Five pounds, he was told by the Chinese man. They probably cost five pence to produce in Asia, Milton thought, remembering he didn’t have any money.
A teenager approached and also asked how much the masks were. As he was rummaging in his coat pockets, Milton snatched one of the masks and began to make his way into the crowded street. But he’d been spotted.
‘Tony!’ a Chinese woman shrieked. ‘He’s taken one without paying…’
Milton heard footsteps behind him. He turned and raised his fist.
Tony came to a halt in front of the raised fist. He had only paid fifty pounds for a thousand masks. Five penc
e each. He had taken over five hundred pounds already and sales were increasing as the day went on and the streets became more crowded. He looked at the clenched fist held inches in front of his face.
Then he heard his wife Sue yell from behind him, ‘Get it off him! He is a thief!’
Tony thought of the bills he had to pay. His daughters were at the Mount School. Not only had he the school fees to pay but also the costs for boarding. Then there would be their university fees to come. It was not easy having girls at the Mount School.
‘Police! Police!’ Sue screamed from behind him.
Tony felt a bead of sweat trickle down his face. Was it worth being hit in the face over five pounds? He took a step backwards, away from the man with the clenched fist and troubled stare.

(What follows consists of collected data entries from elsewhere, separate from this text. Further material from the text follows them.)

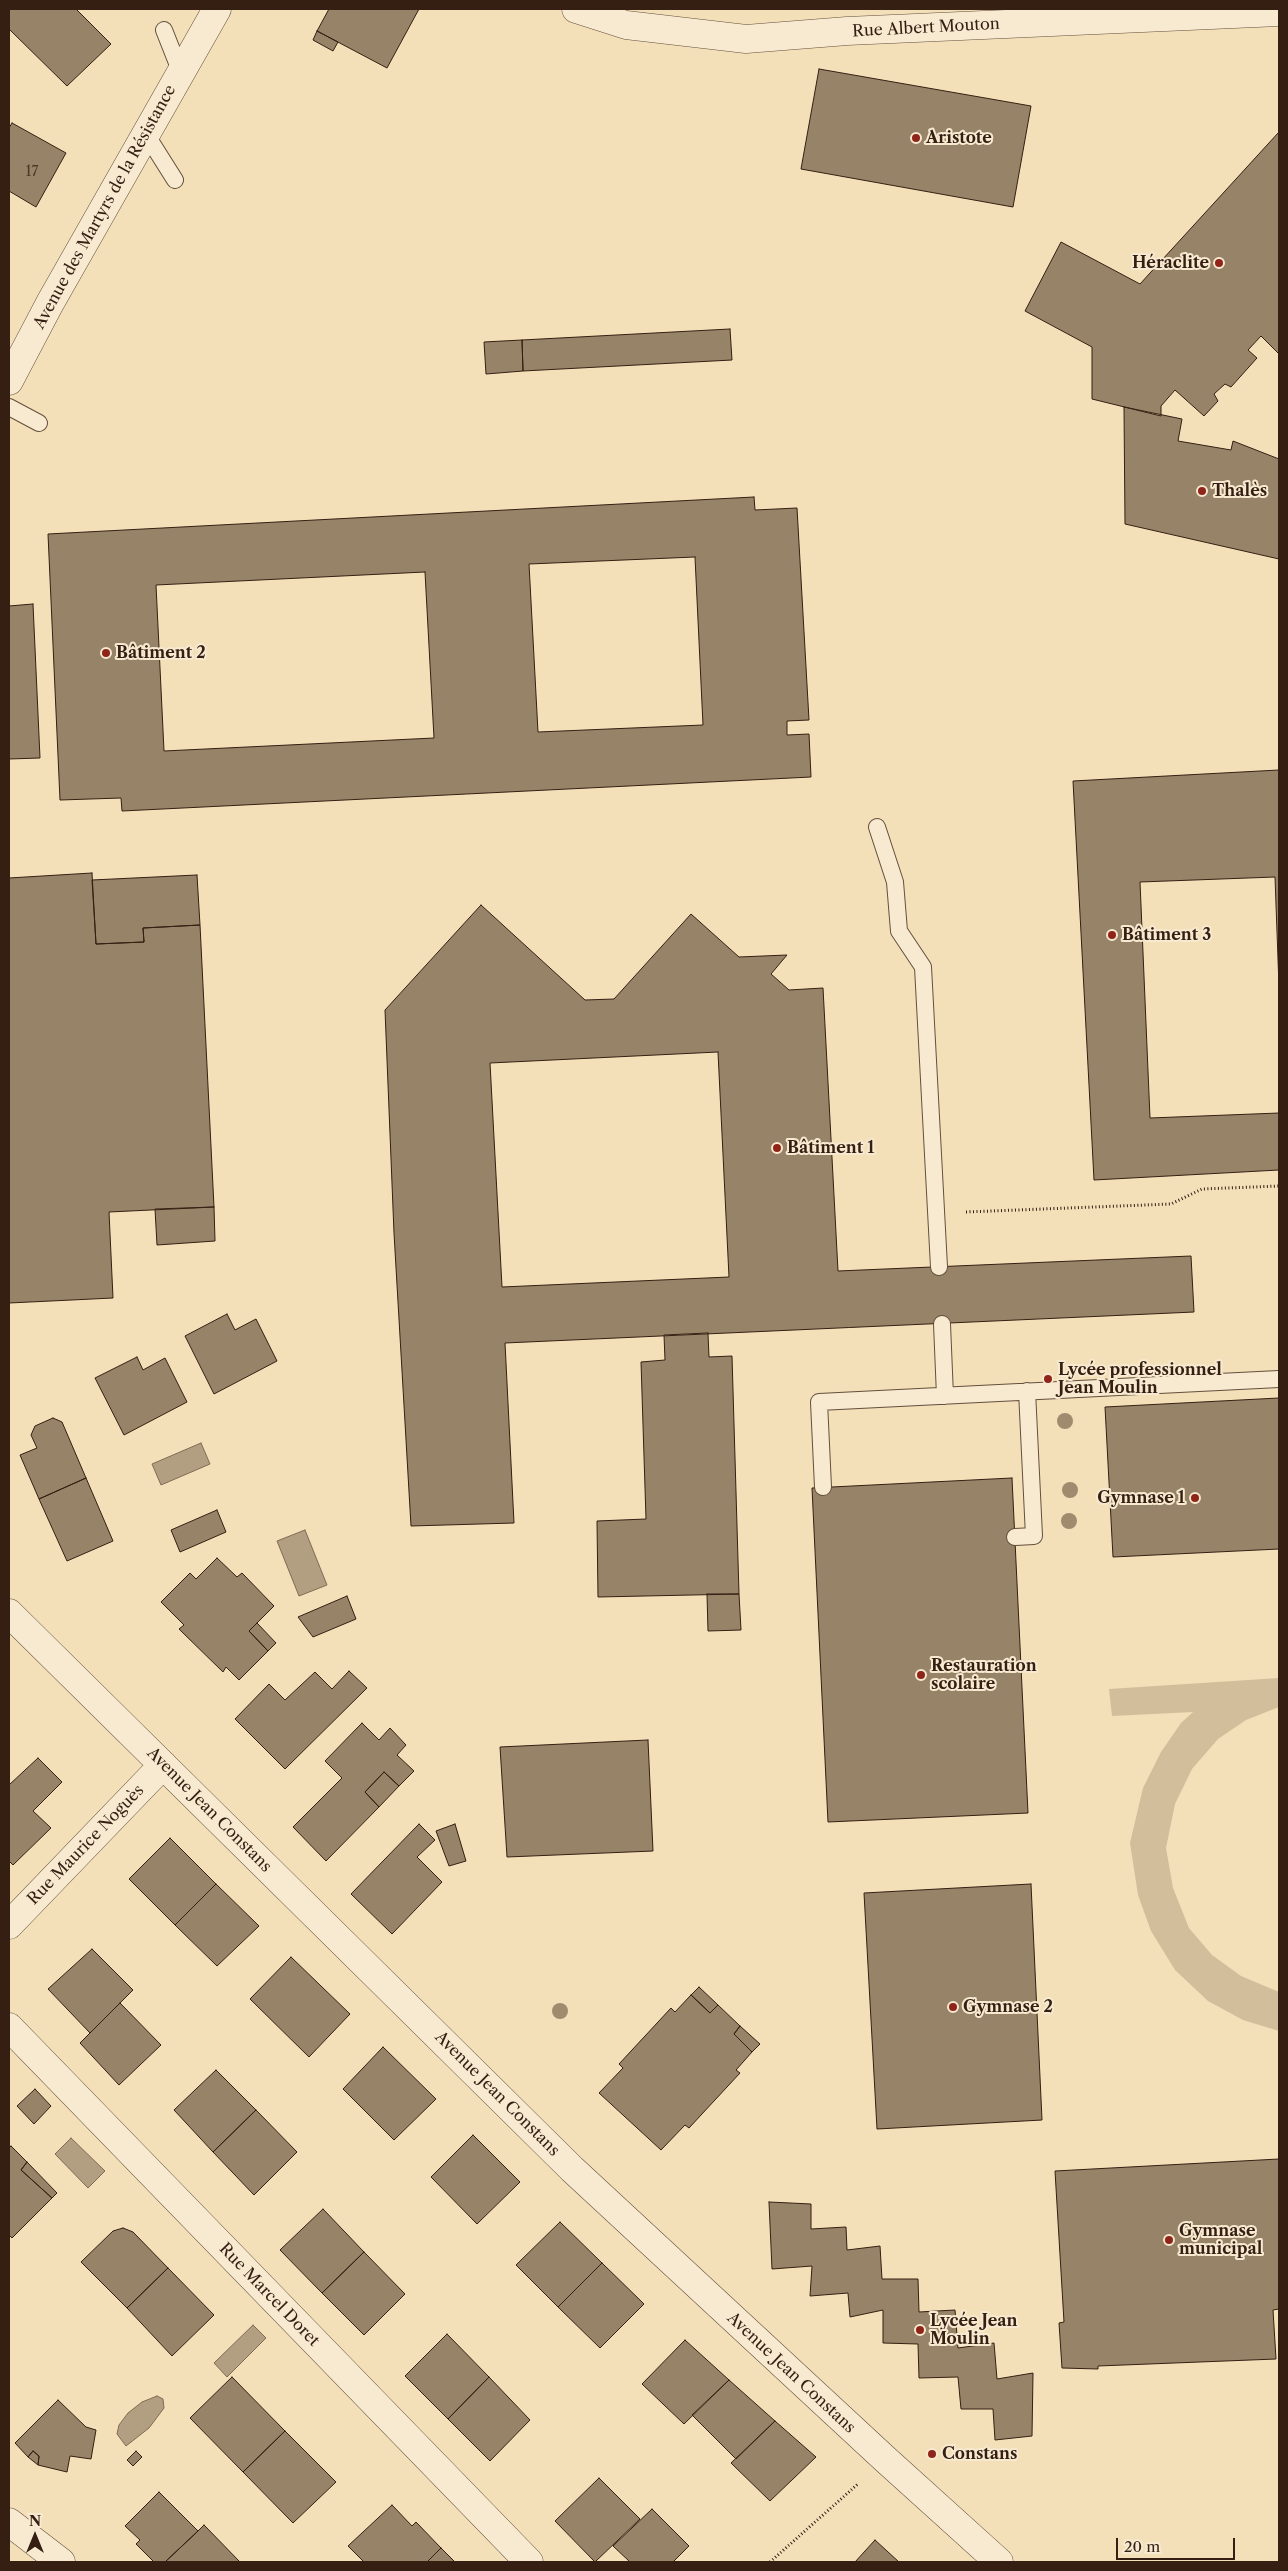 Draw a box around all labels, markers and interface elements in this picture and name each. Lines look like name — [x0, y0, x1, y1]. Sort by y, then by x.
street label: Rue Albert Mouton — [852, 15, 1000, 41]
street label: Avenue des Martyrs de la Résistance — [30, 82, 180, 332]
place label: Aristote — [926, 128, 992, 148]
marker: Aristote — [910, 132, 922, 144]
house number: 17 — [26, 164, 38, 180]
place label: Héraclite — [1132, 253, 1209, 273]
marker: Héraclite — [1213, 257, 1225, 269]
place label: Thalès — [1212, 481, 1267, 501]
marker: Thalès — [1196, 485, 1208, 497]
place label: Bâtiment 2 — [116, 643, 206, 663]
marker: Bâtiment 2 — [100, 647, 112, 659]
place label: Bâtiment 3 — [1122, 925, 1211, 945]
marker: Bâtiment 3 — [1106, 929, 1118, 941]
place label: Bâtiment 1 — [787, 1138, 874, 1158]
marker: Bâtiment 1 — [771, 1142, 783, 1154]
place label: Lycée professionnel Jean Moulin — [1058, 1360, 1222, 1398]
marker: Lycée professionnel Jean Moulin — [1042, 1373, 1054, 1385]
place label: Gymnase 1 — [1097, 1488, 1185, 1508]
marker: Gymnase 1 — [1189, 1492, 1201, 1504]
place label: Restauration scolaire — [931, 1656, 1037, 1694]
marker: Restauration scolaire — [915, 1669, 927, 1681]
street label: Avenue Jean Constans — [143, 1744, 275, 1876]
street label: Rue Maurice Noguès — [24, 1781, 148, 1909]
place label: Gymnase 2 — [963, 1997, 1053, 2017]
marker: Gymnase 2 — [947, 2001, 959, 2013]
street label: Avenue Jean Constans — [431, 2028, 563, 2160]
place label: Gymnase municipal — [1179, 2221, 1262, 2259]
marker: Gymnase municipal — [1163, 2234, 1175, 2246]
street label: Rue Marcel Doret — [215, 2239, 323, 2351]
street label: Avenue Jean Constans — [723, 2309, 859, 2437]
place label: Lycée Jean Moulin — [930, 2311, 1017, 2349]
marker: Lycée Jean Moulin — [914, 2324, 926, 2336]
place label: Constans — [942, 2444, 1017, 2464]
marker: Constans — [926, 2448, 938, 2460]
north arrow — [10, 2511, 60, 2561]
text: N — [29, 2512, 41, 2530]
scale bar — [1118, 2528, 1237, 2560]
text: 20 m — [1124, 2537, 1160, 2556]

‘Take it,’ Tony said. ‘Please just take the mask.’
Milton lowered his fist. He turned and walked away, snapping the Guy Fawkes mask over his face.
Sue screamed, ‘Don’t let him get away! Police! Police!’
‘Let it go,’ Tony said. ‘We have plenty more.’
‘That’s not the point,’ Sue snapped. ‘It’s the principle. Whatever would the twins think if they knew what you were really like? Weak! That’s what you are! Weak! Weak! Weak!’
‘That’s enough, Sue,’ Tony said, walking back to his makeshift stall, where a queue of people had begun to form. ‘Enough…’
The streets were crowded but Milton knew that Miles was carrying a large rucksack. He couldn’t be hard to spot in the crowd.
He noticed that British Home Stores had closed down. An Eastern European man was squatting down in front of the empty shop. He had created a dog out of sand. Milton was impressed.
This young man had taken a bag of sand and with only a little knife he had created a sculpture of a labrador. What skill and talent had gone into that? The young man was making the final touches to the dog’s head, absorbed in his task, a little pile of sand in front of him.